## Stored data
+ + + + + + +

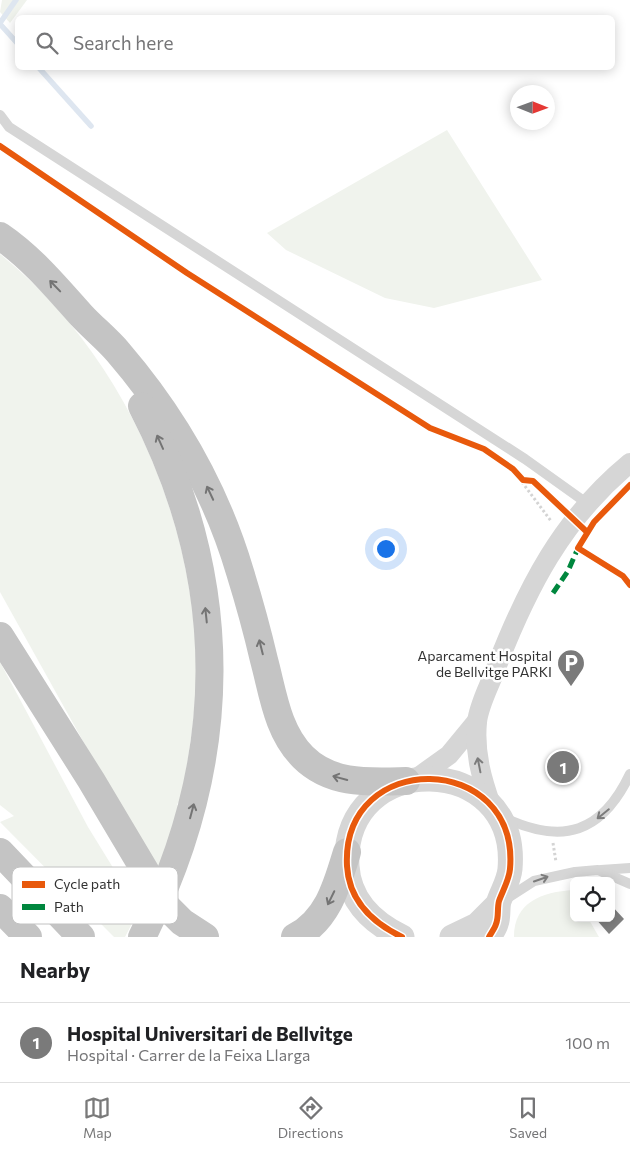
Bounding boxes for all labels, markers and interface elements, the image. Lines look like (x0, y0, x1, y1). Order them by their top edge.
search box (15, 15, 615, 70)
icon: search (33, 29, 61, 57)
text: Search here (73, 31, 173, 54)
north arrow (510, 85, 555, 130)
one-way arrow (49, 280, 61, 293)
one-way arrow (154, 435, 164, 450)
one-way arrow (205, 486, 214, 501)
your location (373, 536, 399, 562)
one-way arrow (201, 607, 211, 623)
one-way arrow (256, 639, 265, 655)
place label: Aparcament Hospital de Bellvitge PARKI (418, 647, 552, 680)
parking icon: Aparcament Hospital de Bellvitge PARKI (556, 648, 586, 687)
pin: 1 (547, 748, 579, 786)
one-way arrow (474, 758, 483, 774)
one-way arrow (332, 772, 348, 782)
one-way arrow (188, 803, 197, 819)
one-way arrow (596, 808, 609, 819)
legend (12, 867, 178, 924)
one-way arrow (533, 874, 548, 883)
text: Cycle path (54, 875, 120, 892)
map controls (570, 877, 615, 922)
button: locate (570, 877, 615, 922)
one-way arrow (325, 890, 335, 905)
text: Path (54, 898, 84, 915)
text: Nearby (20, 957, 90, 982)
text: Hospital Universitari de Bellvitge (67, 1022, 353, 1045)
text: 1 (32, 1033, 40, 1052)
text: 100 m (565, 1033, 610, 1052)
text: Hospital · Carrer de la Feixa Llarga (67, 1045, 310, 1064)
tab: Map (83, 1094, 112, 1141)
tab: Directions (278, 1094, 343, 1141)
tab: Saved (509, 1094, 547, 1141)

+ + + + + + +

## Exercise aim
Could you please repeat the entries above exactly, with every picture left out?

## Answer to this exercise
Bounding boxes for all labels, markers and interface elements, the image. Lines look like (x0, y0, x1, y1). Order them by their top edge.
search box (15, 15, 615, 70)
icon: search (33, 29, 61, 57)
text: Search here (73, 31, 173, 54)
north arrow (510, 85, 555, 130)
one-way arrow (49, 280, 61, 293)
one-way arrow (154, 435, 164, 450)
one-way arrow (205, 486, 214, 501)
your location (373, 536, 399, 562)
one-way arrow (201, 607, 211, 623)
one-way arrow (256, 639, 265, 655)
place label: Aparcament Hospital de Bellvitge PARKI (418, 647, 552, 680)
parking icon: Aparcament Hospital de Bellvitge PARKI (556, 648, 586, 687)
pin: 1 (547, 748, 579, 786)
one-way arrow (474, 758, 483, 774)
one-way arrow (332, 772, 348, 782)
one-way arrow (188, 803, 197, 819)
one-way arrow (596, 808, 609, 819)
legend (12, 867, 178, 924)
one-way arrow (533, 874, 548, 883)
text: Cycle path (54, 875, 120, 892)
map controls (570, 877, 615, 922)
button: locate (570, 877, 615, 922)
one-way arrow (325, 890, 335, 905)
text: Path (54, 898, 84, 915)
text: Nearby (20, 957, 90, 982)
text: Hospital Universitari de Bellvitge (67, 1022, 353, 1045)
text: 1 (32, 1033, 40, 1052)
text: 100 m (565, 1033, 610, 1052)
text: Hospital · Carrer de la Feixa Llarga (67, 1045, 310, 1064)
tab: Map (83, 1094, 112, 1141)
tab: Directions (278, 1094, 343, 1141)
tab: Saved (509, 1094, 547, 1141)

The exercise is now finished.